Lands Granted to the Oregon & California Railroad

Rare separately published map of northwestern Oregon, printed by Rand McNally & Co. for the Oregon & California Railroad Company.

The map covers most of Douglass, Josephine and Jackson Counties, illustrating the thirty and twenty mile limit for the Oregon and California Railroad grant.

This map covers the southwestern corner of Oregon, west of Klamath Lake and south from Bandon, just below Coos Bay. Four bands of color show the limits of the grants to the Oregon & California Railroad to sell lands.

This appears to have been one of a set of three maps of company lands in Oregon, all very rare.  

The Oregon & California Railroad Company

The Oregon and California Railroad was formed from the Oregon Central Railroad.  The Oregon Central Rail Road was the name of two railroad companies, each of which claimed federal land grants that had been assigned to the state of Oregon in 1866 to assist in building a line from Portland south into California. The "East Side Company" of Salem (incorporated 1867), supported by businessman Ben Holladay, eventually received the grant for its line east of the Willamette River, and was reorganized in 1870 as the Oregon and California Railroad (O&C), which completed the line in 1887. The City of Portland supported the competing "West Side Company" (incorporated 1866), which only built to McMinnville, and was sold to the O&C in 1880.

In 1887, the line was completed over Siskiyou Summit and the Southern Pacific Railroad assumed control of the railroad. However, it was not officially sold to Southern Pacific until January 3, 1927.  

Rarity 

Condition Description
Minor loss at folds and some staining.
Rand McNally & Company Biography

Rand McNally & Co. is a large American map and navigation company best known for its annual atlases. The company got its start in 1856, when William Rand opened a print shop in Chicago. He was joined in 1858 by a new employee, Andrew McNally. Together, the men established their namesake company in 1868. Originally, the company was intended to print the tickets and timetables for the trains running to and through Chicago; their first railway guide was published in 1869.

By 1870, they had shifted from just printing to publishing directories, travel guides, and newspapers. Their first map appeared in 1872 in a railway guide. The map was produced using a new wax engraving method, a cheaper process that gave the company an edge.

By 1880 Rand McNally had entered the education market with globes, wall maps, and geography texts for students. In 1923, Rand McNally published the first Goode’s World Atlas, named after its editor, Dr. J. Paul Goode. For generations afterward, this would be the standard classroom atlas.

In 1899, William Rand left the company, but McNally and his family remained, controlling the company for over a century. In 1904, they published their first road map intended for automobiles and by 1907 were publishing Photo-Auto Guides, which combined photography and mapping to help drivers. In 1924, they produced the Auto Chum, a precursor to their famous road atlases. Rand McNally would remain the leader in road maps and atlases throughout the twentieth century.
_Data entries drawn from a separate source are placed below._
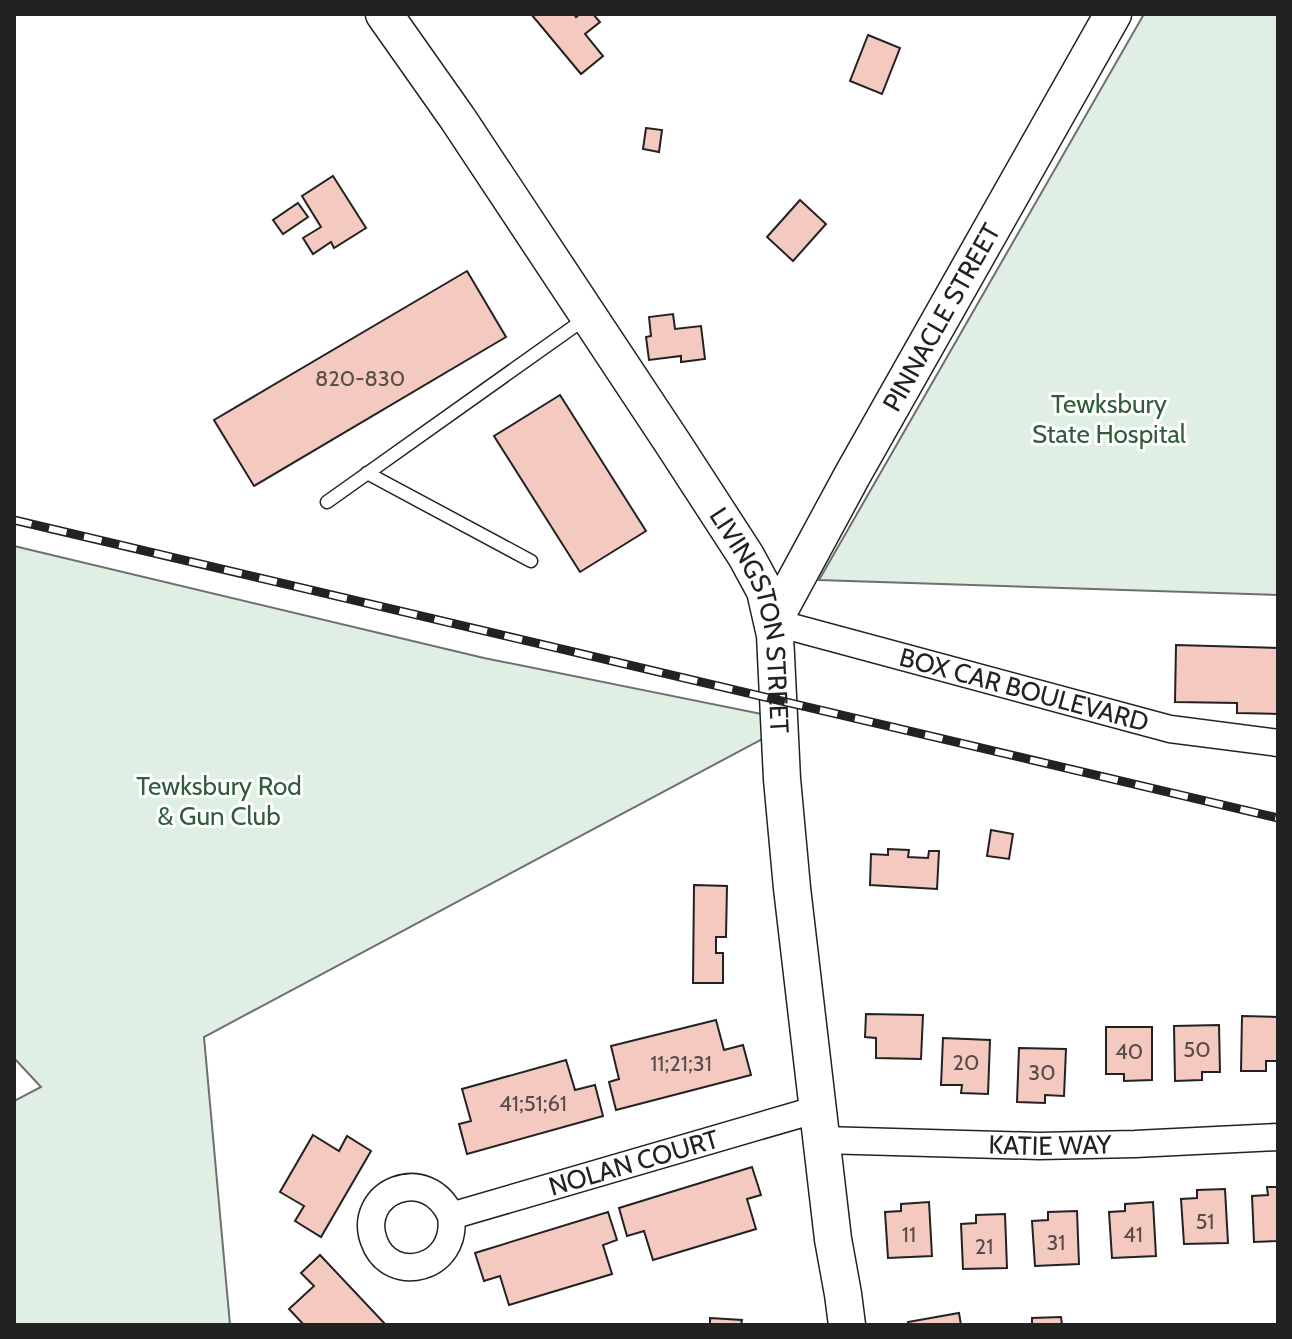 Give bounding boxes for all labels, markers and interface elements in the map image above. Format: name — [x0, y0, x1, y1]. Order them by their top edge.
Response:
street label: PINNACLE STREET — [876, 218, 1007, 417]
house number: 820-830 — [315, 365, 405, 392]
park label: Tewksbury State Hospital — [1032, 388, 1186, 450]
street label: LIVINGSTON STREET — [703, 501, 796, 734]
street label: BOX CAR BOULEVARD — [896, 641, 1152, 739]
park label: Tewksbury Rod & Gun Club — [136, 770, 302, 832]
house number: 50 — [1183, 1036, 1211, 1063]
house number: 40 — [1115, 1038, 1143, 1065]
house number: 20 — [953, 1049, 979, 1076]
house number: 11;21;31 — [650, 1050, 712, 1077]
house number: 30 — [1028, 1059, 1056, 1086]
house number: 41;51;61 — [499, 1090, 567, 1117]
street label: NOLAN COURT — [545, 1123, 722, 1203]
street label: KATIE WAY — [988, 1128, 1112, 1162]
house number: 51 — [1195, 1208, 1215, 1235]
house number: 11 — [902, 1221, 916, 1248]
house number: 41 — [1123, 1221, 1143, 1248]
house number: 31 — [1046, 1229, 1066, 1256]
house number: 21 — [975, 1233, 993, 1260] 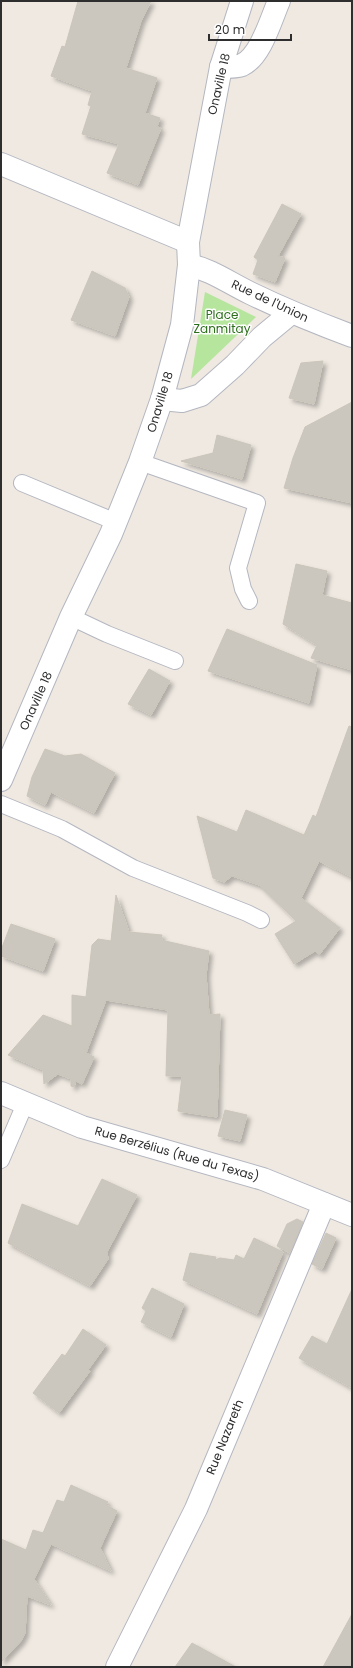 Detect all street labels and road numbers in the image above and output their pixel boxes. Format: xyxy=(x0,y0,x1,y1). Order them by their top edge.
street label: Onaville 18 xyxy=(203,51,234,116)
street label: Rue de l'Union xyxy=(229,275,312,326)
street label: Onaville 18 xyxy=(142,369,177,434)
street label: Onaville 18 xyxy=(15,669,56,733)
street label: Rue Berzélius (Rue du Texas) xyxy=(93,1122,261,1185)
street label: Rue Nazareth xyxy=(202,1397,247,1477) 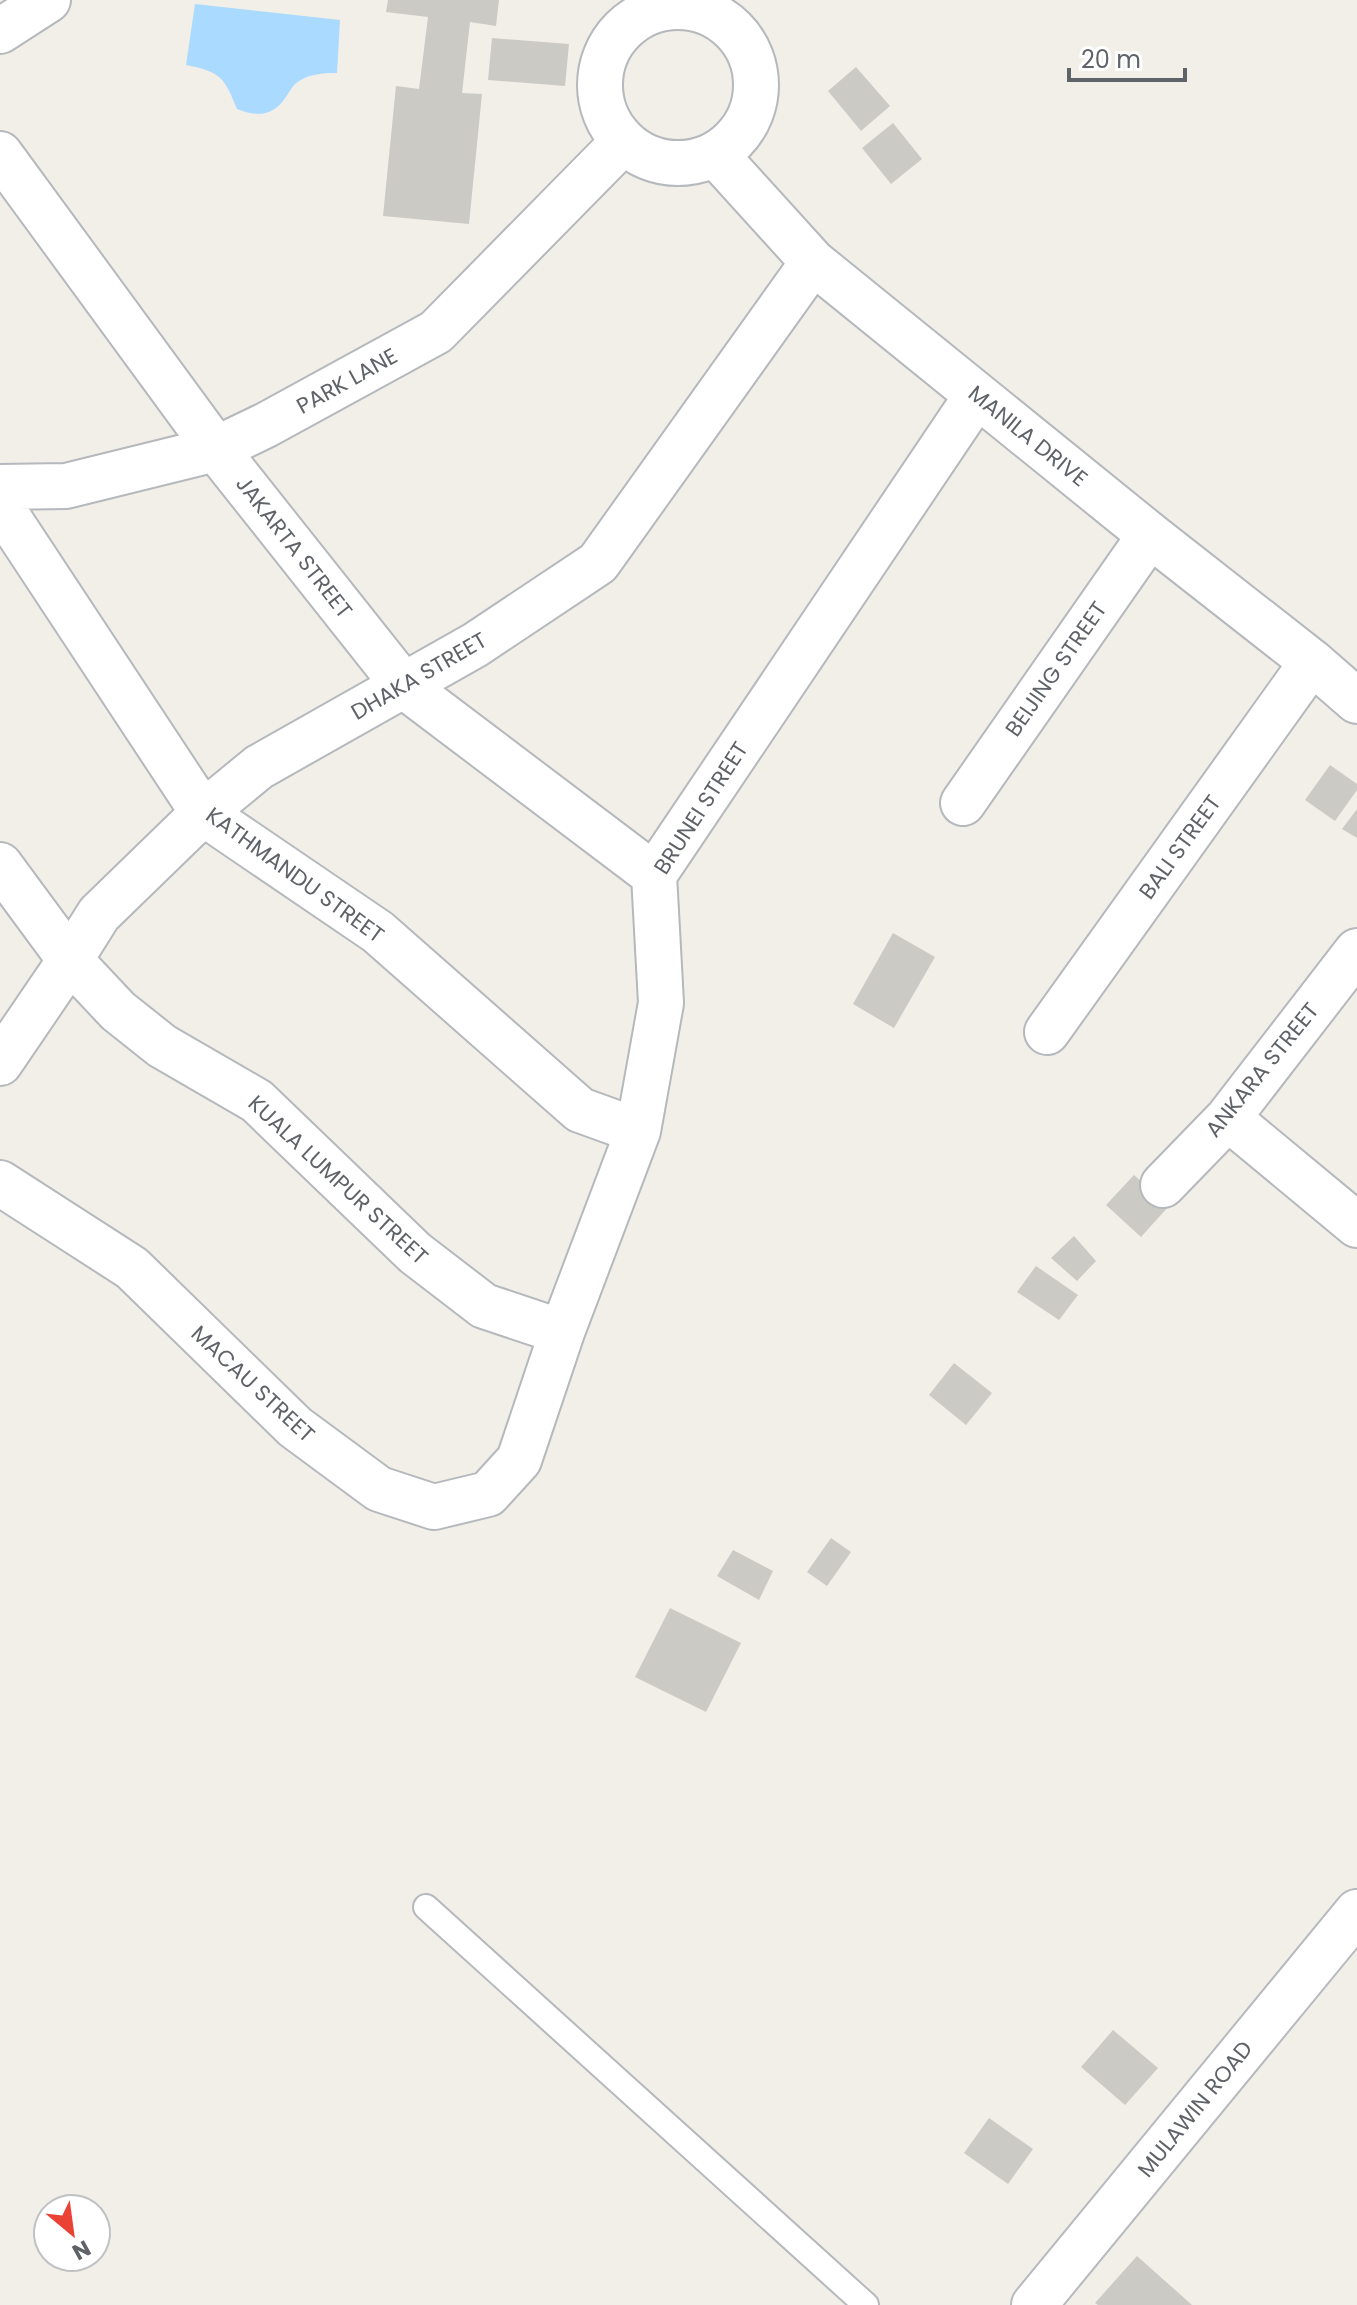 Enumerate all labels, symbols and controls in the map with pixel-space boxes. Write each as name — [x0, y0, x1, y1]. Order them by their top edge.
scale bar — [1069, 32, 1185, 82]
text: 20 m — [1081, 43, 1141, 76]
street label: PARK LANE — [291, 341, 403, 421]
street label: MANILA DRIVE — [962, 378, 1094, 494]
street label: JAKARTA STREET — [228, 469, 360, 625]
street label: BEIJING STREET — [998, 595, 1114, 743]
street label: DHAKA STREET — [345, 624, 493, 727]
street label: BRUNEI STREET — [646, 736, 756, 880]
street label: BALI STREET — [1132, 789, 1228, 905]
street label: KATHMANDU STREET — [200, 800, 390, 950]
street label: ANKARA STREET — [1198, 996, 1326, 1144]
street label: KUALA LUMPUR STREET — [241, 1088, 435, 1272]
street label: MACAU STREET — [184, 1318, 322, 1450]
street label: MULAWIN ROAD — [1130, 2034, 1260, 2184]
north arrow — [32, 2193, 112, 2273]
text: N — [67, 2232, 96, 2268] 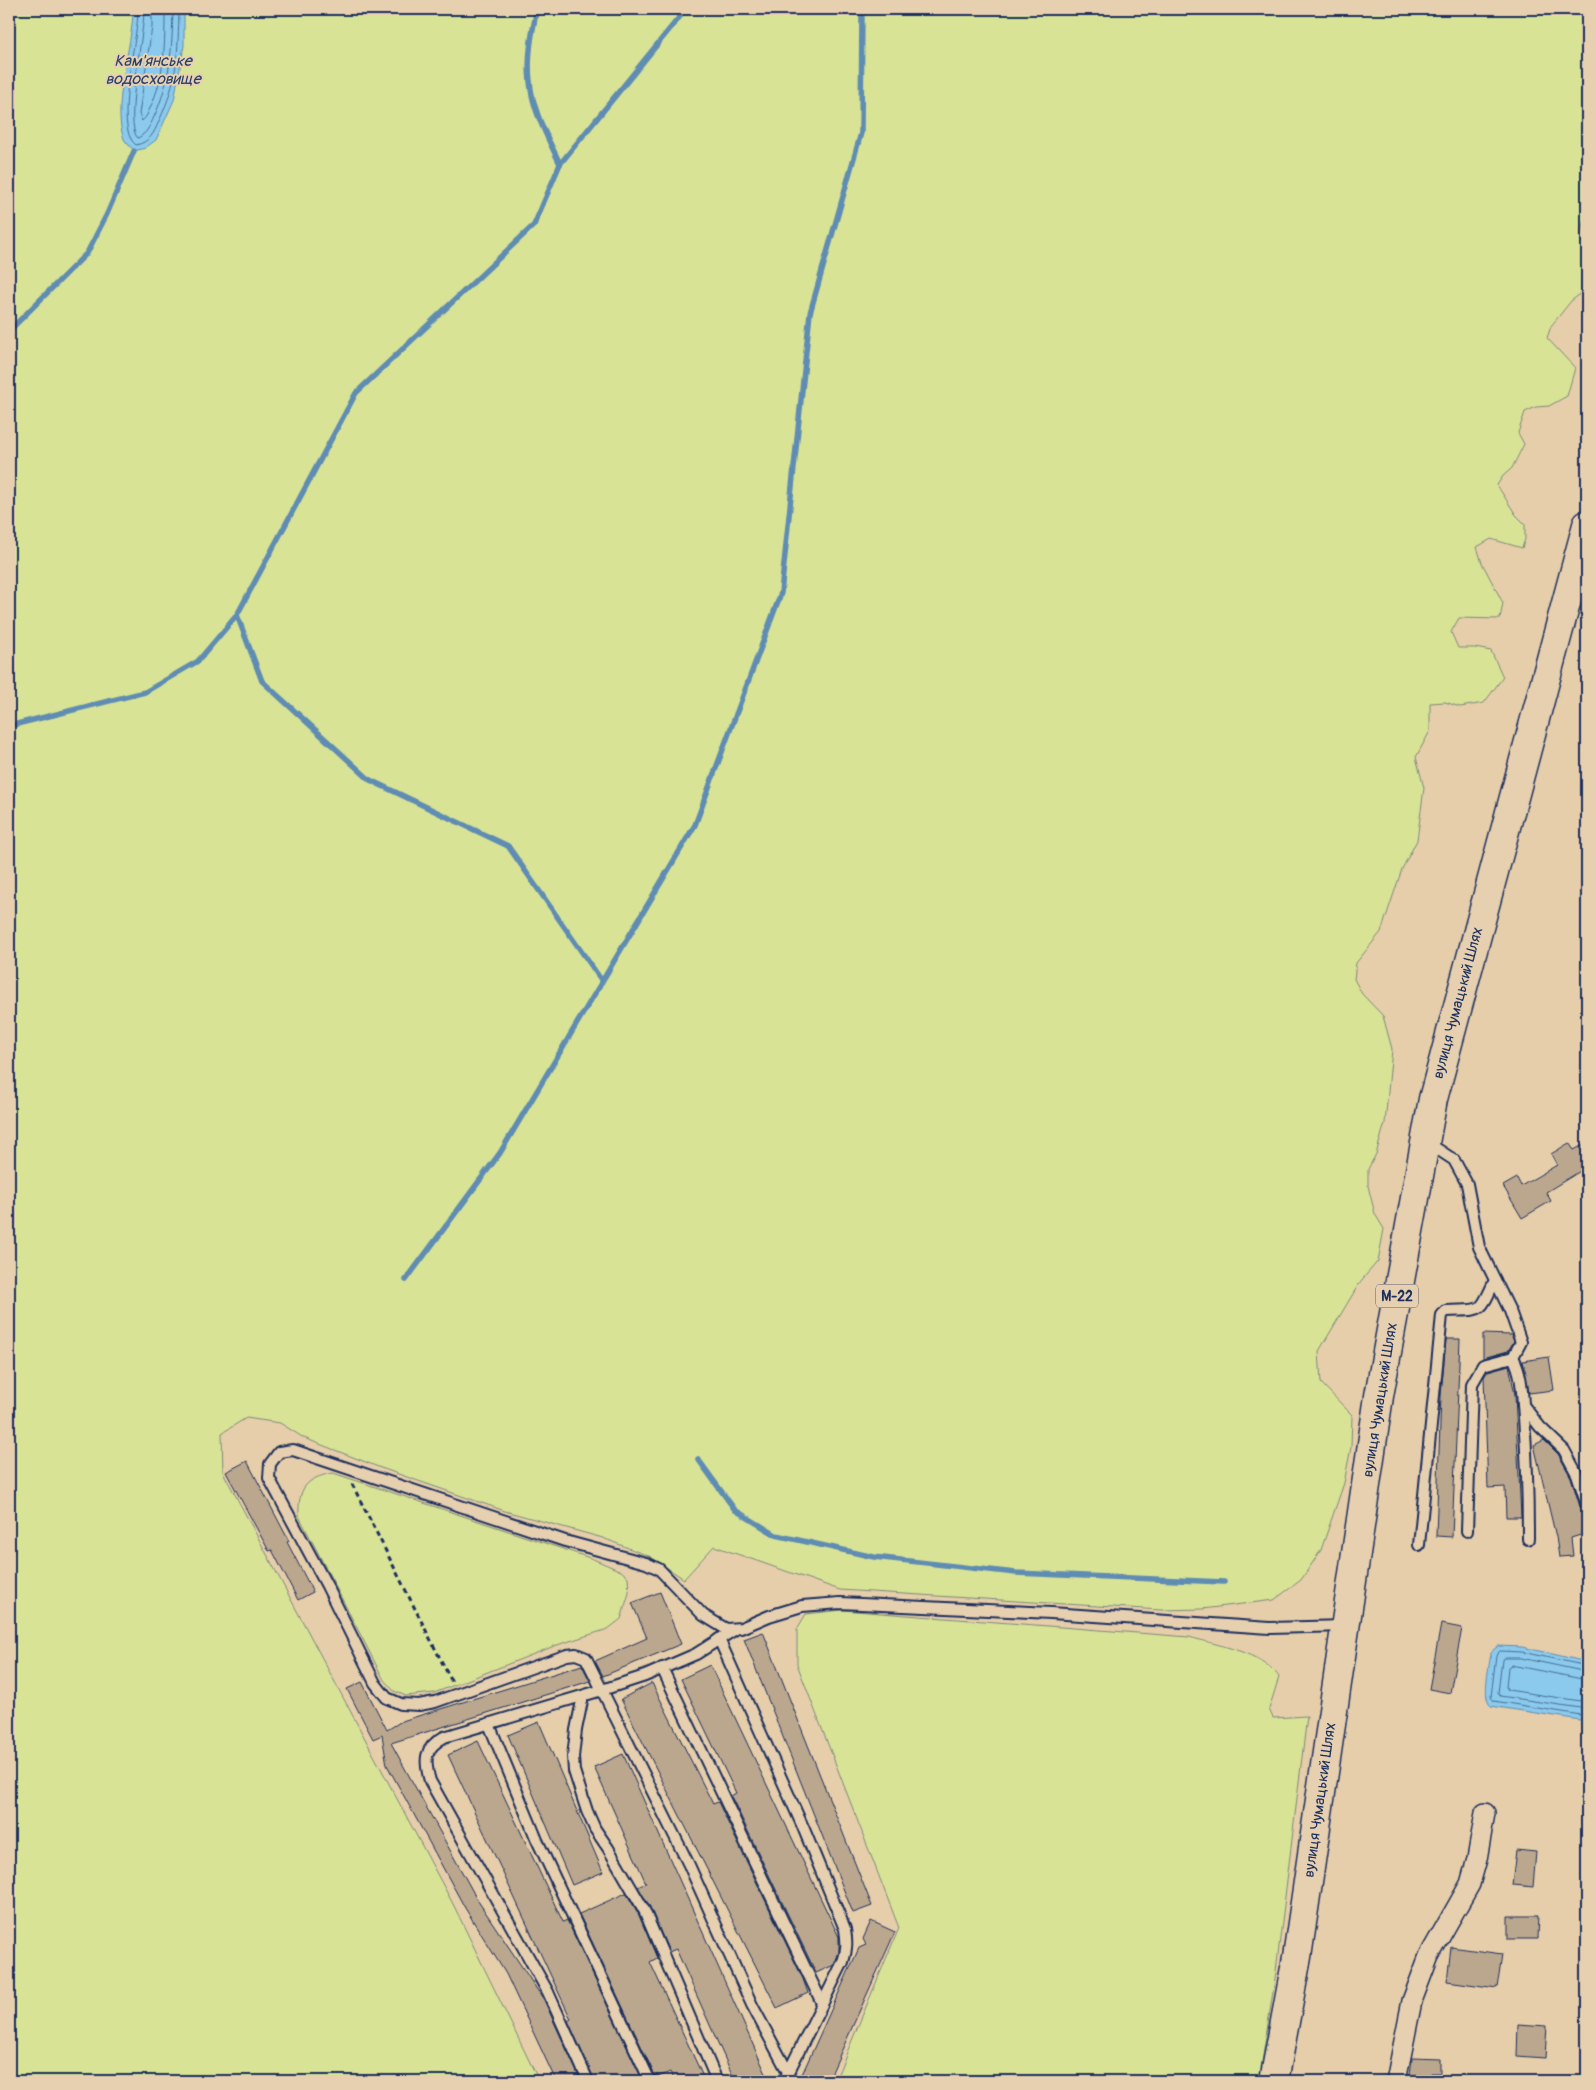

In 1937, Rand McNally opened its first store in New York City. Ever on the frontier of technology, Rand McNally pioneered the scribing process for printing tickets in 1958 and printed their first full-color road atlas in 1960. Arthur Robinson developed his now-famous projection of Rand McNally in 1969. By the 1980s, the company was exploring digital reproduction and digital databases of maps for truckers. In the 1990s, they lead the charge to develop trip-planning software and websites. Today, most of its products are available online or in a digital format, including maps for tablets and phones.